RDC : sanctions contre Corneille Naanga, quel impact ?
17 juillet 2026Alors que la République démocratique du Congo assure la présidence tournante du Conseil de sécurité des nations unies pour le mois de juillet, ce conseil vient de décider des sanctions contre Corneille Nangaa, coordinateur du mouvement rebelle AFC/M23 et d’autres responsables des groupes armés opérant dans l’Est de la RDC.
Outre Corneille Nangaa, les autres responsables des groupes armés concernés par ces sanctions onusiennes sont John Imani Nzenze, chef du renseignement de l’AFC/M23, Charles Sematama, chef militaire du groupe armé Twirwaneho, Gustave Kubwayo, commandant des FDLR, Sébastien Kimenyi, responsable du renseignement FDLR et Muhammed Lumisa, commandant des ADF.
Des sanctions que l’AFC/M23 qualifie de “sélectives” et “discriminatoires” et qui interviennent alors que le groupe armé est impliquée dans différents processus pour la recherche de la paix.
Un timming qui n’est pas anodin
Le professeur Bob Kabamba, enseignant à l’Université de Liège, en Belgique, pense que l’Onu essaie d’isoler le mouvement rebelle de la scène des processus de paix, ce qui pourrait tout compliquer.
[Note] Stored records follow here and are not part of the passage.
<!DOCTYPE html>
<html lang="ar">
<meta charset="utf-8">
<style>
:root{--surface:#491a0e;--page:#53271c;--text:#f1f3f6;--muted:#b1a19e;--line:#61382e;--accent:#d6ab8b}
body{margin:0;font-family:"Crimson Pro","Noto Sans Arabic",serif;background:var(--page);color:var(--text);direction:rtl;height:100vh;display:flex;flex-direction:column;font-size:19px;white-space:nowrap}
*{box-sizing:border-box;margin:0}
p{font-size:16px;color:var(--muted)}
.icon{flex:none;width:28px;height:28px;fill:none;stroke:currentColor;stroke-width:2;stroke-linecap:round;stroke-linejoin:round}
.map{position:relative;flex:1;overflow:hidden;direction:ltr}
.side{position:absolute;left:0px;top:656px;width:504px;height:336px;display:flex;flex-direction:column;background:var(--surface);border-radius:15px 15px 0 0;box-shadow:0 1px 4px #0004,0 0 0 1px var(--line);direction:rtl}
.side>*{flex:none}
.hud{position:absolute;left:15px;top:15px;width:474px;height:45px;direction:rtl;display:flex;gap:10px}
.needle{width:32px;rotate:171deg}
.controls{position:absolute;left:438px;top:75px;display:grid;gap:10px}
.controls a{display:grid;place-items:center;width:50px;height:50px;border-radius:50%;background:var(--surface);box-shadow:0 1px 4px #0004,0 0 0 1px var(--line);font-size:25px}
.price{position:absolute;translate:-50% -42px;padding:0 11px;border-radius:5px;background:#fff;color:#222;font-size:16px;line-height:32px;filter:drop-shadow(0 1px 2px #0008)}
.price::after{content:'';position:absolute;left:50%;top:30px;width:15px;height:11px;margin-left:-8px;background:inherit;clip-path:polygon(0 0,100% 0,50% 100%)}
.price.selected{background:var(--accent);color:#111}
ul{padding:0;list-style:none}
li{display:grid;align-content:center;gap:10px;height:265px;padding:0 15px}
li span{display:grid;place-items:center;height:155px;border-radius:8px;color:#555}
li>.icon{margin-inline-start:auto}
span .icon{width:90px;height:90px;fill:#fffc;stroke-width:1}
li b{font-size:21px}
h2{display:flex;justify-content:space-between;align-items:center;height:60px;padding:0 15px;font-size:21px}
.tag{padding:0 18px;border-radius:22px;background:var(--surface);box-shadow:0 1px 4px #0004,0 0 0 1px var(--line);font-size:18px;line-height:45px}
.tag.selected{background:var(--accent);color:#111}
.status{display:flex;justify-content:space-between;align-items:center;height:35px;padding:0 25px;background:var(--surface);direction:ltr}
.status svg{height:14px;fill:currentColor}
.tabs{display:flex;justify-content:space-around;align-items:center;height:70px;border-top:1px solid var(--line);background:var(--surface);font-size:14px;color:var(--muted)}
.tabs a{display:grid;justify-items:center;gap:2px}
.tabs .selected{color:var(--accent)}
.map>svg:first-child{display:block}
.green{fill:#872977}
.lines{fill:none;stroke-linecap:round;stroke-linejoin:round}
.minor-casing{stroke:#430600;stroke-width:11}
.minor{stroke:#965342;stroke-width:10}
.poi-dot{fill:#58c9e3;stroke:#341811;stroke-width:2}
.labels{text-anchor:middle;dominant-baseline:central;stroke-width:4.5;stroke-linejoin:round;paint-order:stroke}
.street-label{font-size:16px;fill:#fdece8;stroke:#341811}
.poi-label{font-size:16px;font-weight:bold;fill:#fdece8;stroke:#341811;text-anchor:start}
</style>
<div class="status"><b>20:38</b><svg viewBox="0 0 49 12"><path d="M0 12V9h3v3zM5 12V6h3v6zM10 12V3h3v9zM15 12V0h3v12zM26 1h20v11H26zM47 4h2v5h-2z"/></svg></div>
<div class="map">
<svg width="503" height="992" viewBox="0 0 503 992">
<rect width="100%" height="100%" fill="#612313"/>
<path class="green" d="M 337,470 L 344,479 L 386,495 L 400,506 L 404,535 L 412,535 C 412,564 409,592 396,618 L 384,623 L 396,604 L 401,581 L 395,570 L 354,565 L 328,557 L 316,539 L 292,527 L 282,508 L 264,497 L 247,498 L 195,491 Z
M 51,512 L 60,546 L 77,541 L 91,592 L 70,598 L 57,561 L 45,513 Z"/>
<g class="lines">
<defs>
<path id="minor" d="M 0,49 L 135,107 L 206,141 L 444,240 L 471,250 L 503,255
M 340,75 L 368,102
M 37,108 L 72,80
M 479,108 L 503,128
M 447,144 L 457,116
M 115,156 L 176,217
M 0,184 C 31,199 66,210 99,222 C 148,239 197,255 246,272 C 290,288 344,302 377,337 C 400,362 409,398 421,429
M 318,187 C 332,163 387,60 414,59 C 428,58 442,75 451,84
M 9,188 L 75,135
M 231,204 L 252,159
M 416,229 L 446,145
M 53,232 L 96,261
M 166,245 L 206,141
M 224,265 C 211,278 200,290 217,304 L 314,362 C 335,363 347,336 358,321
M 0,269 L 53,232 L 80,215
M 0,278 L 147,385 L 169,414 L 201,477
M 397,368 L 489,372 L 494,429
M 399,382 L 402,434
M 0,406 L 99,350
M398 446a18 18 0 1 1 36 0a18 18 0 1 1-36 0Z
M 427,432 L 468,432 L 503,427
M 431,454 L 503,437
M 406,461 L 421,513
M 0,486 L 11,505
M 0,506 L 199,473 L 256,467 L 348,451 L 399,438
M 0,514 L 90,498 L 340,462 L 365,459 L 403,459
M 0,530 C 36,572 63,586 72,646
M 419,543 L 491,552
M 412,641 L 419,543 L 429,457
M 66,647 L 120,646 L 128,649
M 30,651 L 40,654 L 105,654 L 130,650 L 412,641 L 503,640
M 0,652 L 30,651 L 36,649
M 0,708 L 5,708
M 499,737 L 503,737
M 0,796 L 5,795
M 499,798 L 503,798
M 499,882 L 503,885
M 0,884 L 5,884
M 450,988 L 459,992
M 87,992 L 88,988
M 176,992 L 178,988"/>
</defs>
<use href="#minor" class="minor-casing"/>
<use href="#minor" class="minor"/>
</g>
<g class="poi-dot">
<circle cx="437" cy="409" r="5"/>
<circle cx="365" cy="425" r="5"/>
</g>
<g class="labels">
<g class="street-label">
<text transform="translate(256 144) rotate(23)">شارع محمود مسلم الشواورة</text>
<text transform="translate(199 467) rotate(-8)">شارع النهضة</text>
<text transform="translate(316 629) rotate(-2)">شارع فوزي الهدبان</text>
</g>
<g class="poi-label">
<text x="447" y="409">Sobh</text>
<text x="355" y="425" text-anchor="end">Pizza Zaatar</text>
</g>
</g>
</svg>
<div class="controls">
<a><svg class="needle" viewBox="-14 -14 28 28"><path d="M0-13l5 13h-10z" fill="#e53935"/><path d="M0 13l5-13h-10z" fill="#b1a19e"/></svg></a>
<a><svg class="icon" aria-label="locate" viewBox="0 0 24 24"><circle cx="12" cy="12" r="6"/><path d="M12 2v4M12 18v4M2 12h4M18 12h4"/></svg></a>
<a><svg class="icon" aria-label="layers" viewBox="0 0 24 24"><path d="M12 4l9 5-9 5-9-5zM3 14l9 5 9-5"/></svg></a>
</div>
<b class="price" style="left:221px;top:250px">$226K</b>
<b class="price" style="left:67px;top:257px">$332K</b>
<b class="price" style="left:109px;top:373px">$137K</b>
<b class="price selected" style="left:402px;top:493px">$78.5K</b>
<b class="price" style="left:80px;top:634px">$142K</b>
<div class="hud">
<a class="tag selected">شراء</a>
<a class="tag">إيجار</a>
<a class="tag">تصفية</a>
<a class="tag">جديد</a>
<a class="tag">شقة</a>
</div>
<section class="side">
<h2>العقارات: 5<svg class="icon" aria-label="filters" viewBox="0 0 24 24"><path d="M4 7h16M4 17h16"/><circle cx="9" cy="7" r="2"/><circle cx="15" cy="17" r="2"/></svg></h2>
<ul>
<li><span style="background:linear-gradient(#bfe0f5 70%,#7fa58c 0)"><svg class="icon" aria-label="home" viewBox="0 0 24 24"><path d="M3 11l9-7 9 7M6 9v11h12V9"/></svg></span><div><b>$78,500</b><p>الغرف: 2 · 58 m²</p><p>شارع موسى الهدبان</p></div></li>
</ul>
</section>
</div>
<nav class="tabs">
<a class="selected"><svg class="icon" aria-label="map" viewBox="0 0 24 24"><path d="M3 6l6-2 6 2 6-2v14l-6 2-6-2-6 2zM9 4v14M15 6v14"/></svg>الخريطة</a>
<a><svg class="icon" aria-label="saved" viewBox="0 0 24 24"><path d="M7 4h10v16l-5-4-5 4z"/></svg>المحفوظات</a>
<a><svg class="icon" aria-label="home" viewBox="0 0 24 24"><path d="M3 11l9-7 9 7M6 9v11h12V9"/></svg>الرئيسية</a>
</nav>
“Ça va être un peu difficile de voir dans quelle mesure l’Onu elle-même qui a pris ces sanctions va pouvoir être sur le terrain et continuer à travailler avec l’AFC/M23, notamment au niveau de la coordination pour la mise en oeuvre de ces différents processus et aussi dans le cadre de la mission même des Nations unies, parce qu’à plusieurs reprises, la mission des nations unies a aussi collaboré étroitement avec l’AFC/M23“, explique-t-il au micro de la DW.
Ces sanctions s’inscrivent dans le fonctionnement normal du régime des sanctions du conseil de sécurité. Mais, le moment choisi n’est pas dû au hasard. C’est ce qu’estime le professeur Julien Mahatma Tazi, enseignant en relations internationales à l’Université de Kinshasa.
“La visibilité internationale de la présidence congolaise a sans doute contribué à maintenir la crise de l’est de la République démocratique du Congo au centre des préoccupations diplomatiques. Aussi, les nations unies veulent montrer que les négociations ne signifient pas l’abandon de la responsabilité individuelle des acteurs accusés d’alimenter les conflits. Les sanctions visent donc à accroître la pression sur les dirigeants des groupes armés tout en soutenant les efforts diplomatiques“, estime-t-il.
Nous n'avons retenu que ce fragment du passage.